I cannot really remember how I got home, but as soon as I walked through the door I went to bed and spent pretty much the whole day sleeping. Darkness and sleep are the best cure for migraine. My cats seemed bewildered to see me back at home so early, but Alsou and Anton have soon settled down next to me purring and helping me fall asleep as I was struggling to relax.
I woke up with a jolt sometime after 3pm feeling completely disoriented – where am I? – slightly lightheaded, but my headache was pretty much gone. I got up and let my chickens out so they could enjoy a bit of free ranging in the sunshine. It was such a beautiful day outside today but I could not look at the brightness as I could feel my headache coming back. I took a picture of my beautiful African violet (Saintpaulia) as it caught my eye and made me smile. I have grown it from the leaf I have found in a supermarket trolley, I have given away quite a few plants that grew from that leaf.

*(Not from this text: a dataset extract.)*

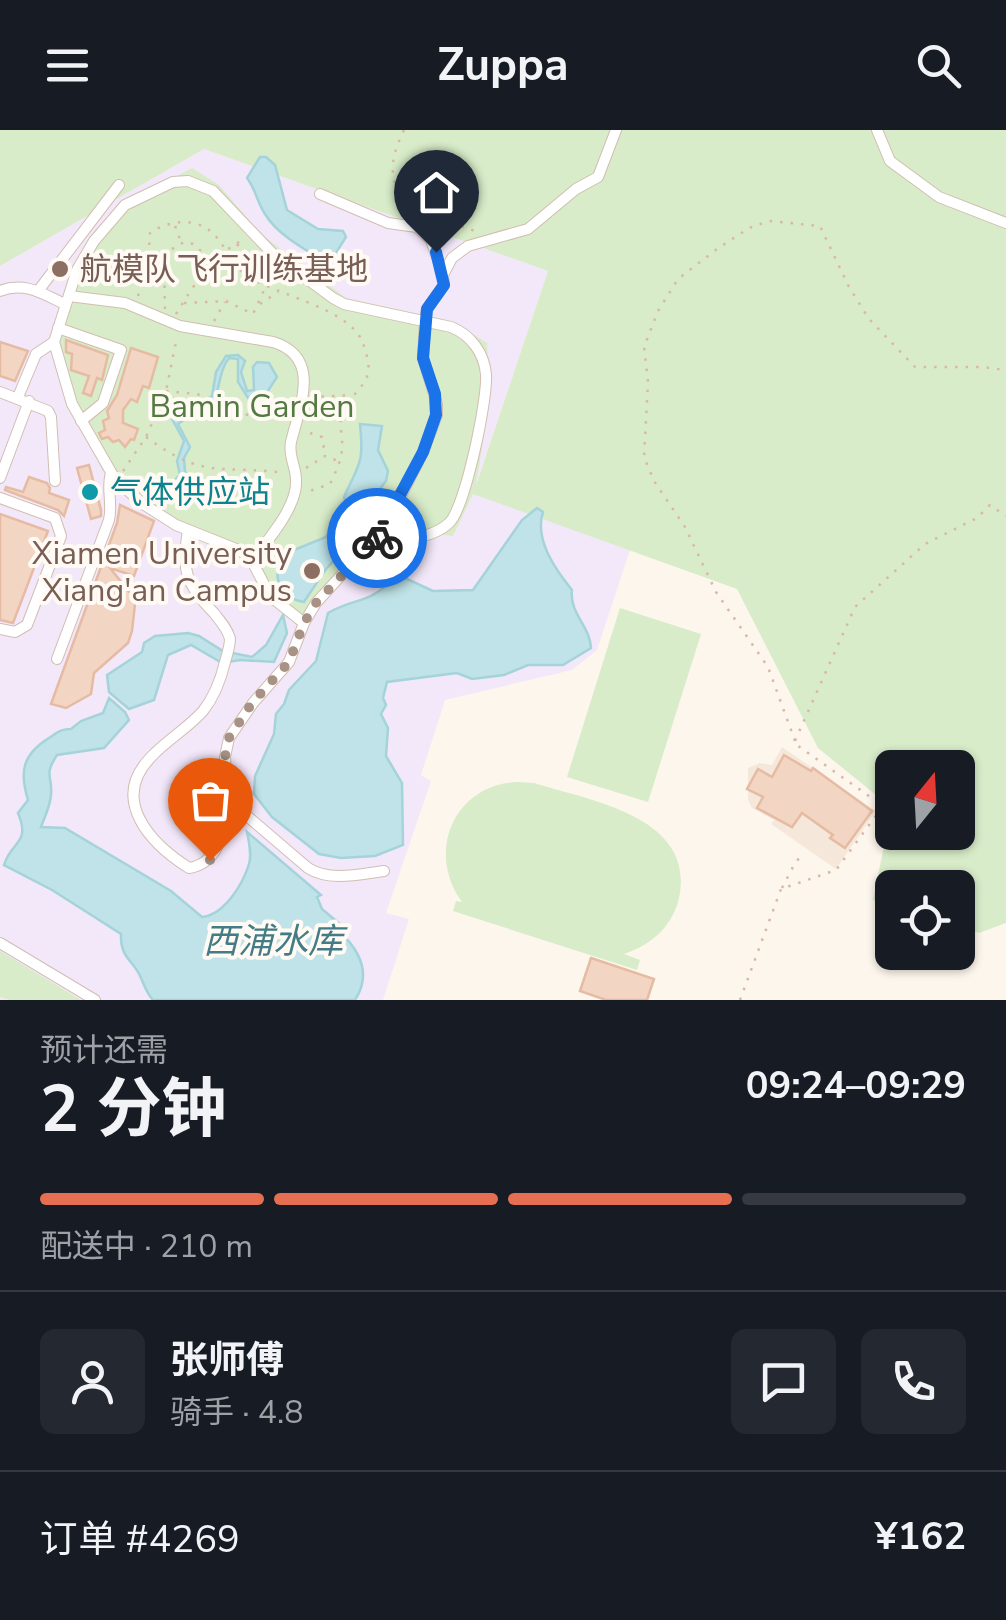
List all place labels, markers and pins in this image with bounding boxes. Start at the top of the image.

Having left my girls enjoying the good scratch in the garden, I went back upstairs and fell asleep again. I woke up when Simon came back from work – that was well after 6pm! I do not remember sleeping so much during the day and I still feel tired… I am not sure if I am stressed out by the whole situation with my dad’s health, or if there is anything else happening with my body. I just hope I am back to normal tomorrow morning as I have so much work to do!
I am sipping my chamomile tea and feeling that I must go back to bed soon and be friends with Morpheus again… I hope tomorrow will be a better day for me.